## Content-Based Filtering model

Content-based filtering approaches leverage description or attributes from items the user has interacted to recommend similar items. It depends only on the user previous choices, making this method robust to avoid the cold-start problem. For textual items, like articles, news and books, it is simple to use the raw text to build item profiles and user profiles. Here we are using a very popular technique in information retrieval (search engines) named TF-IDF. This technique converts unstructured text into a vector structure, where each word is represented by a position in the vector, and the value measures how relevant a given word is for an article. As all items will be represented in the same Vector Space Model, it is to compute similarity between articles.

In [1]:
import numpy as np
import scipy
import pandas as pd
import math
import random
import sklearn
from nltk.corpus import stopwords
from sklearn.model_selection import train_test_split
from sklearn.feature_extraction.text import TfidfVectorizer
from sklearn.metrics.pairwise import cosine_similarity
from scipy.sparse.linalg import svds
import matplotlib.pyplot as plt

In [47]:
articles_df = pd.read_csv('C:\\Users\\ashok.kumar\\Documents\\rec systems\\shared_articles.csv\\shared_articles.csv')
articles_df = articles_df[articles_df['eventType'] == 'CONTENT SHARED']
print(len(articles_df['title']))
articles_df = articles_df.drop_duplicates(subset=['title'],keep= 'first')
print(len(articles_df['title']))

3047
3003


In [48]:
interactions_df = pd.read_csv('C:/Users/ashok.kumar/Documents/rec systems/users_interactions.csv/users_interactions.csv')
# interactions_df.head(10)

In [49]:
event_type_strength = {
    'VIEW' : 1.0,
    'FOLLOW' : 2.0,
    'BOOKMARK' : 2.5,
    'LIKE' : 3.0,
    'COMMENT CREATED' : 4.0,
}

In [50]:
# event_type_strength.keys(), event_type_strength.values()
interactions_df['eventStrength'] = interactions_df['eventType'].apply(lambda x : event_type_strength[x])
# interactions_df.head(5)

In [51]:
users_interactions_count_df = interactions_df.groupby(['personId', 'contentId']).size().groupby('personId').size()

In [52]:
users_interactions_count_df = interactions_df.groupby(['personId', 'contentId']).size().groupby('personId').size()
# print('# users: %d' % len(users_interactions_count_df))
users_with_enough_interactions_df = users_interactions_count_df[users_interactions_count_df >= 5].reset_index()[['personId']]
# print('# users with at least 5 interactions: %d' % len(users_with_enough_interactions_df))

In [53]:
# print('#number of interactions: %d' % len(interactions_df))
interactions_from_selected_users_df = interactions_df.merge(users_with_enough_interactions_df, 
               how = 'right',
               left_on = 'personId',
               right_on = 'personId')
# print('# number of interactions from users with at least 5 interactions: %d'
#       % len(interactions_from_selected_users_df))

In [54]:
def smooth_user_preference(x):
    return math.log(1+x, 2)
    
interactions_full_df = interactions_from_selected_users_df \
                    .groupby(['personId', 'contentId'])['eventStrength'].sum() \
                    .apply(smooth_user_preference).reset_index()
# print('#number of unique user/item interactions: %d' % len(interactions_full_df))
# interactions_full_df.head(10)

In [55]:
#Ignoring stopwords (words with no semantics) from English and Portuguese (as we have a corpus with mixed languages)
stopwords_list = stopwords.words('english') + stopwords.words('portuguese')

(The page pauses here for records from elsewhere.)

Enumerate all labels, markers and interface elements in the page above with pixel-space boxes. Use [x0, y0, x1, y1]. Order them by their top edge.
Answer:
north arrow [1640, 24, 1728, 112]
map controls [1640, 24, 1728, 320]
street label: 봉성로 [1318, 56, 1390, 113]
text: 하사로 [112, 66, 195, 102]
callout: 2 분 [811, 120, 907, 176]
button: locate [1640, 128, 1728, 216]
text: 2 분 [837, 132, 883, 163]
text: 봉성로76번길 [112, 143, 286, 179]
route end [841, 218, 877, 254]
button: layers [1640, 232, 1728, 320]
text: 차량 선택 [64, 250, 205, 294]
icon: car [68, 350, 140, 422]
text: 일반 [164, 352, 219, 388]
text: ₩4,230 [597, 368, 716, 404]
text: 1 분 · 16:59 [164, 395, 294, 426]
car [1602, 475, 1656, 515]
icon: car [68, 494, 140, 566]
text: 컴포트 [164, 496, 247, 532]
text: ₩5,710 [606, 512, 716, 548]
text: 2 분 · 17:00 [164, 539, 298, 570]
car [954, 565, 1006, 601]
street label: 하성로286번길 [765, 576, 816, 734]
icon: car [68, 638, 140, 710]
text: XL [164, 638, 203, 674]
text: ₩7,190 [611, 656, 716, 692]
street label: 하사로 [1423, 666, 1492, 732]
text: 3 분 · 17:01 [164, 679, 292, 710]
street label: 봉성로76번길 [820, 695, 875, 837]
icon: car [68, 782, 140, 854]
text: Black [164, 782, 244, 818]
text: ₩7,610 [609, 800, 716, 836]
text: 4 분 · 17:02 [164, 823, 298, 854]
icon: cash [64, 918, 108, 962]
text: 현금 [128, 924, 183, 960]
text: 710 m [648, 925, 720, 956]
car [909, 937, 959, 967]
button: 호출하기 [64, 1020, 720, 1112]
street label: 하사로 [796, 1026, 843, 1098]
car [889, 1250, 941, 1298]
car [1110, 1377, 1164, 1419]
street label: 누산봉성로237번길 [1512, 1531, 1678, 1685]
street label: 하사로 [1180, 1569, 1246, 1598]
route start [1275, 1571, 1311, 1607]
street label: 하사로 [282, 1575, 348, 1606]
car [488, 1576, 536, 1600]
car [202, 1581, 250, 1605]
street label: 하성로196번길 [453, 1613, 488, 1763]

#Trains a model whose vectors size is 5000, composed by the main unigrams and bigrams found in the corpus, ignoring stopwords
vectorizer = TfidfVectorizer(analyzer='word',
                     ngram_range=(1, 2),
                     min_df=0.003,
                     max_df=0.5,
                     max_features=5000,
                     stop_words=stopwords_list)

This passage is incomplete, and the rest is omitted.